そしてソフィアと話せば話す程に……これほど地域貢献度の高い人物が、おれなんかの護衛役でいいのか?と正直思ってしまう。

実際問題おれは殺したって死なない身体なのだから、そもそも護衛が必要ないワケだし。

しかしそれ今から言い始めると彼女の気持ちを無駄にしてしまうので、こうなったからにはおれ自身が護衛を必要としない程の強さを得るしかない。

そうなればソフィアも薬師として、本来の才能を十分にふるえるだろうし。

「――なあ、ソフィア?その内でいいからさ、おれにも神聖魔法とか格闘術を教えてくれないかな?」

「ええ、いいわよ。って言うか、言われなくても教えるつもりだったの。魔女様も格闘術を習った事があるみたいだから、皆で鍛錬しましょう。全員が強くなれば誰も護衛なんて必要なくなる訳だし。トリス街はウリヤ人が沢山いるから神聖魔法や格闘術をやっていた方が仲良くなれると思う」

先程のソフィアとザーフィラのやり取りを見た後なので、本当に仲良くなれるかは疑問だったが、それを抜きにしても鍛錬をする意義は大いにある筈だ。

「って言うか魔女様ってさ?あんなに細い身体なのに格闘術とか出来るのかな?」

「うーん、そうねえ……実際立ち合ってみないと分からないけど、魔女様は多分強いと思うわ。

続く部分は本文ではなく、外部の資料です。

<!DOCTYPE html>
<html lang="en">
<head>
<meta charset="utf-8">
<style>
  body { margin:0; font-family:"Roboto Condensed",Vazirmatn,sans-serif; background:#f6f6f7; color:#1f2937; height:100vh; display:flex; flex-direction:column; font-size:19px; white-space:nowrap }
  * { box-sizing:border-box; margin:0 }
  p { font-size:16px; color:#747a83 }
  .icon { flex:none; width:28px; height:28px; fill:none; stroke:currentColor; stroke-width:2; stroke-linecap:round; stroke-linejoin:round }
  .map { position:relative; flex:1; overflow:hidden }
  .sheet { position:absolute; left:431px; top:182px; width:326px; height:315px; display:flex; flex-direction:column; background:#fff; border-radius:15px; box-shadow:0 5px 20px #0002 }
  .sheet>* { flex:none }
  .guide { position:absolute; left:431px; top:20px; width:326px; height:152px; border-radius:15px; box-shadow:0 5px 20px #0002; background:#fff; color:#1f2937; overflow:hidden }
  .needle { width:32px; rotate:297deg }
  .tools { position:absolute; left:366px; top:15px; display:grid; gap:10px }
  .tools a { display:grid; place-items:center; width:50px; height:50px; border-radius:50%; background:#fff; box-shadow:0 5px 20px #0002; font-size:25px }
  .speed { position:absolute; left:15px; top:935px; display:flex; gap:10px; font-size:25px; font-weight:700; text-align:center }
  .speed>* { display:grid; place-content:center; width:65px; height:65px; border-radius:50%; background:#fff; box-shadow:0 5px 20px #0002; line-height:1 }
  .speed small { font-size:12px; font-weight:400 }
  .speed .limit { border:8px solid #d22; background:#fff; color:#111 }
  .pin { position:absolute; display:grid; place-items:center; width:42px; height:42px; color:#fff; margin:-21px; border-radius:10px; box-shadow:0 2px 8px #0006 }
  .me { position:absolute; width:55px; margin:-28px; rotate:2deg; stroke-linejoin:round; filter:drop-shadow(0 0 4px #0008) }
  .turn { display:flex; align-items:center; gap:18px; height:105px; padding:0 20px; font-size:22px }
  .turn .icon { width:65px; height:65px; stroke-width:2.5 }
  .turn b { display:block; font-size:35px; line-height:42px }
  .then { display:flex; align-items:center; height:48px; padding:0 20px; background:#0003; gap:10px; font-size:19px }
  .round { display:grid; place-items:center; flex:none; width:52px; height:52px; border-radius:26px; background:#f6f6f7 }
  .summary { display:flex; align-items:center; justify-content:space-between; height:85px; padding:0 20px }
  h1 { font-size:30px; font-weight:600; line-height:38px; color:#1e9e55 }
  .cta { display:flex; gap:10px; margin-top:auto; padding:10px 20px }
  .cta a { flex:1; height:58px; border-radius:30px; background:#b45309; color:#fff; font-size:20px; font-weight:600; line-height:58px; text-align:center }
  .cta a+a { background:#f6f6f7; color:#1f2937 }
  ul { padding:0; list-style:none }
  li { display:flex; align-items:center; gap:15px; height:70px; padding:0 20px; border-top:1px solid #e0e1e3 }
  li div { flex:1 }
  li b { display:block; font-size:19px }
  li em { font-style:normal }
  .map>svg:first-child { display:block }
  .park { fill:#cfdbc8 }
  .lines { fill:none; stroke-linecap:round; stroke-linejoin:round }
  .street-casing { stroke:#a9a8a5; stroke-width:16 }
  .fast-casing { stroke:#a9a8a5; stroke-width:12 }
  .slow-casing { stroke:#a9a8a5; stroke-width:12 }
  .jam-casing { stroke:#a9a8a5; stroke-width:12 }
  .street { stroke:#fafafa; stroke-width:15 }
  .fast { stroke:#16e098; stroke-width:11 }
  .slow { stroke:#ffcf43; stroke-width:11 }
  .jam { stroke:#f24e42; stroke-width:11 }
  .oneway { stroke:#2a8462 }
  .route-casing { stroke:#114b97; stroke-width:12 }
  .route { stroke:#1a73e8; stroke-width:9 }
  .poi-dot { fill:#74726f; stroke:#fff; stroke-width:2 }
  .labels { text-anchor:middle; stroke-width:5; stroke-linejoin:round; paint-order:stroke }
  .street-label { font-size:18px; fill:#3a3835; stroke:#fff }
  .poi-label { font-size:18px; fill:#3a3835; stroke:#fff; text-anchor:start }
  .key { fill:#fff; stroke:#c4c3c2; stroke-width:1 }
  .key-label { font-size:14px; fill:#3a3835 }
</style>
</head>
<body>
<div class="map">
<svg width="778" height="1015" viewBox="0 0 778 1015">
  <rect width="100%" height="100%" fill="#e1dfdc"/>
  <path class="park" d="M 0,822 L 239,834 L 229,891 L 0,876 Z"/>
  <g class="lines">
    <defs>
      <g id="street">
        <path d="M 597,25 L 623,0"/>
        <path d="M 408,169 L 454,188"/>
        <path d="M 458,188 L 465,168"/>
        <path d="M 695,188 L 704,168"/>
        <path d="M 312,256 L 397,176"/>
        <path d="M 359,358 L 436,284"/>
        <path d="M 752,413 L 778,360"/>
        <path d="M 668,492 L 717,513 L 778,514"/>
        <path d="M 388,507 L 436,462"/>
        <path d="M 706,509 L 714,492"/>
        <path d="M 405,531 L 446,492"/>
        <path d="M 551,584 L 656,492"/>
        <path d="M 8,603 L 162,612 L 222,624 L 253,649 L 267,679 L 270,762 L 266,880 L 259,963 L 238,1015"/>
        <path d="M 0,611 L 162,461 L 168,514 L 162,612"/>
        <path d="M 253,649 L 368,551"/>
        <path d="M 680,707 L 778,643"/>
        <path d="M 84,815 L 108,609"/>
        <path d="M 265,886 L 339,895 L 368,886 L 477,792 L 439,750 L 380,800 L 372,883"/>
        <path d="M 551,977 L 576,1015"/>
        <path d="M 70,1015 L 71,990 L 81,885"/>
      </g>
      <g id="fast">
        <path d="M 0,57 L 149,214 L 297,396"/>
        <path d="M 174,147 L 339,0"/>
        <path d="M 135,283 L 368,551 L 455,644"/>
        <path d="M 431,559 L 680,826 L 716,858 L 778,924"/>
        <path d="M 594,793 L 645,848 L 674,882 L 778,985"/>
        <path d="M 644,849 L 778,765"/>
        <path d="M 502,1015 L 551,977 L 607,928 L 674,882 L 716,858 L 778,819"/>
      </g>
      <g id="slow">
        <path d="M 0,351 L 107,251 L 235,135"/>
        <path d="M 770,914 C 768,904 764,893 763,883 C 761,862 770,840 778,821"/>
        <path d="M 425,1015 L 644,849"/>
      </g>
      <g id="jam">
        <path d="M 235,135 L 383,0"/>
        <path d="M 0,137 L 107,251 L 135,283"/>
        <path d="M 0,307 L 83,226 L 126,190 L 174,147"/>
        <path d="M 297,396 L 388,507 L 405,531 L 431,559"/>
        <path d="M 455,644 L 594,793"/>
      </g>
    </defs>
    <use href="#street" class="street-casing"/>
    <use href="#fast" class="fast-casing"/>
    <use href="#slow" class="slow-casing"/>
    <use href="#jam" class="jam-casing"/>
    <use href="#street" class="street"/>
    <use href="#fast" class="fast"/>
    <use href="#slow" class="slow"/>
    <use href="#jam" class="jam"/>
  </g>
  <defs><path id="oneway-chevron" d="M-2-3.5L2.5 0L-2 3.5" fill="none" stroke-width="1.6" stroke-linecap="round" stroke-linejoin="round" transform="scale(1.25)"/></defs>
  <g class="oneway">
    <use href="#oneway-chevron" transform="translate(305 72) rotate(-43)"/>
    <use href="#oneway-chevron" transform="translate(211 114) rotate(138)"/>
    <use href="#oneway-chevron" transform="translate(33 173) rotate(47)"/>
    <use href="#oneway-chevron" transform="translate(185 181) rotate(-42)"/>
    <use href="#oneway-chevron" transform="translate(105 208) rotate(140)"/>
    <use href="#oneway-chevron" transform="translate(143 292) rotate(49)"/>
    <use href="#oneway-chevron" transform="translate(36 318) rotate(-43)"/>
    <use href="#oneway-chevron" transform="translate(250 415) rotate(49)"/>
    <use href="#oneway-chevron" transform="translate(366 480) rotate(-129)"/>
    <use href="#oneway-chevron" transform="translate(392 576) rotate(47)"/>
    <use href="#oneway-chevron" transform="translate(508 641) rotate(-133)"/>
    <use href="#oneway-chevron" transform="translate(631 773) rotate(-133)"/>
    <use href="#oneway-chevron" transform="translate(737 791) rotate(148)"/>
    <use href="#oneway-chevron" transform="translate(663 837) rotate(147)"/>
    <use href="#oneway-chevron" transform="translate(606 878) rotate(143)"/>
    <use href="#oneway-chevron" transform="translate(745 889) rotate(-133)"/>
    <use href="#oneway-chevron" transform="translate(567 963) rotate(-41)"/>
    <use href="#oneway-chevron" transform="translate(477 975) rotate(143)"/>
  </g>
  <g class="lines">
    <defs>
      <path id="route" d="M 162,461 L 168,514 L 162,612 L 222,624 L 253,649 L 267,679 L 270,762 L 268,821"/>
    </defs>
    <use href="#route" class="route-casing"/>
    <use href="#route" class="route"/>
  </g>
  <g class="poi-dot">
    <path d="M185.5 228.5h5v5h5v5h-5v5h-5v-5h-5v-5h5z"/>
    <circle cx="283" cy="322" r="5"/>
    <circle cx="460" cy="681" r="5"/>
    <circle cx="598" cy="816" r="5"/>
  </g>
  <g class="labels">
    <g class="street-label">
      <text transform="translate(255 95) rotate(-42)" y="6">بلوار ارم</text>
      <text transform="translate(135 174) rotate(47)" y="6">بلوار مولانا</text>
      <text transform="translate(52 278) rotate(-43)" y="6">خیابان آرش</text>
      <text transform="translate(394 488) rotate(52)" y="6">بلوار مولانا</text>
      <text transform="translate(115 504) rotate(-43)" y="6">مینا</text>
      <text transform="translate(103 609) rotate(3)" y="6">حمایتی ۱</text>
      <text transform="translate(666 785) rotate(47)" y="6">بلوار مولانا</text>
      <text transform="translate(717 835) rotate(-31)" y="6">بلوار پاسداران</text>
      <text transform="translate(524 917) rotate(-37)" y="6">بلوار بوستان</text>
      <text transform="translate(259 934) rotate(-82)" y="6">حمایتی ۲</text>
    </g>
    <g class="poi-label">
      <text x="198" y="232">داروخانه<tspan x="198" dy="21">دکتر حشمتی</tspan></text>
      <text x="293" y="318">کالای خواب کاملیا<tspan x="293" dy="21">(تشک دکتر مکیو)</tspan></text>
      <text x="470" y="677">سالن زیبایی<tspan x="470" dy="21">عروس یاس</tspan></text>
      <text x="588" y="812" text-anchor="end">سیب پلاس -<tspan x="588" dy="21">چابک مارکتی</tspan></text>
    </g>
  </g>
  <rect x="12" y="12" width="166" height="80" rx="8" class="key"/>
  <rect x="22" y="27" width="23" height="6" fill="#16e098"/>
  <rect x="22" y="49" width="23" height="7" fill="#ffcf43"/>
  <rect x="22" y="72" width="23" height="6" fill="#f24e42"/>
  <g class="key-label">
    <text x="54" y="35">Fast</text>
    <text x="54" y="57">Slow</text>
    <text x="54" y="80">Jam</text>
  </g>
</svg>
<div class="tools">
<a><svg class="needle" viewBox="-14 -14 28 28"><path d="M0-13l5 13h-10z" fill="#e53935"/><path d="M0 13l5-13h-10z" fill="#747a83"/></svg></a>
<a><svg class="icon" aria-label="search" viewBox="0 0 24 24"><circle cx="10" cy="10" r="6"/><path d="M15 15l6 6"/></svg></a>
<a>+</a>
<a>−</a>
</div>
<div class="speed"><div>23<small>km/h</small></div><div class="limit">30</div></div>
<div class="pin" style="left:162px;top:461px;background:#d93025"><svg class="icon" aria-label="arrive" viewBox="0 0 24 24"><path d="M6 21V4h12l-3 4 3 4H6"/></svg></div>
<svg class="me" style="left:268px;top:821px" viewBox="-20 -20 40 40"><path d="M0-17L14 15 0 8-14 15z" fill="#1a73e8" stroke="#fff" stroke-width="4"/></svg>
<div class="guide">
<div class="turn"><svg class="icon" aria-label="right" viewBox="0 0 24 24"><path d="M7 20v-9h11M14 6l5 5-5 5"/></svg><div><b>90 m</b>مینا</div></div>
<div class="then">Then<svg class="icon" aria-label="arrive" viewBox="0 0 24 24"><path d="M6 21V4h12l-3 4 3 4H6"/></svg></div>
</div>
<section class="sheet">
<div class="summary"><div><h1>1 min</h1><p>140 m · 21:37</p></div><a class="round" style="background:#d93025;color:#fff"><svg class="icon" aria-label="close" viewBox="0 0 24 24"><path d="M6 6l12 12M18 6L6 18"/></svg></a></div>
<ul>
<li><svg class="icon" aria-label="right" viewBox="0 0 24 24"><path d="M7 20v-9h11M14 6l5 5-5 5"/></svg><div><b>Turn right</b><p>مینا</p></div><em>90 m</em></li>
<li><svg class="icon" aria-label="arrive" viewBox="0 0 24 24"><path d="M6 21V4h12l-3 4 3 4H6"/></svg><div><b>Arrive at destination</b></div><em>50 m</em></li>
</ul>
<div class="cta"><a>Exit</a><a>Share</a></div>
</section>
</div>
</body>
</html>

ウリヤ人の格闘術の達人みたいな人って、皆ヨボヨボのお爺ちゃんとかお婆ちゃんばかりだけど私でも敵わないくらいに強いからね、人の強さって見た目では中々分からないものなのよ」

このファンタジー世界でなら、合気道の達人みたいなお爺ちゃんが実戦もガチで強い!みたいな事が現実的に起こりうるかも知れない。

ソフィアやザーフィラの様な若い女性が、屈強な体躯を誇るアランやギルに勝てるのだから、モデル体型の魔女様が殴り合いでも最強になってしまう可能性も無くはないのか。

いや、でも魔女様の能力値は物理戦闘向きじゃ無かったからなあ……と、妄想をほとばしらせつつも旅は続く。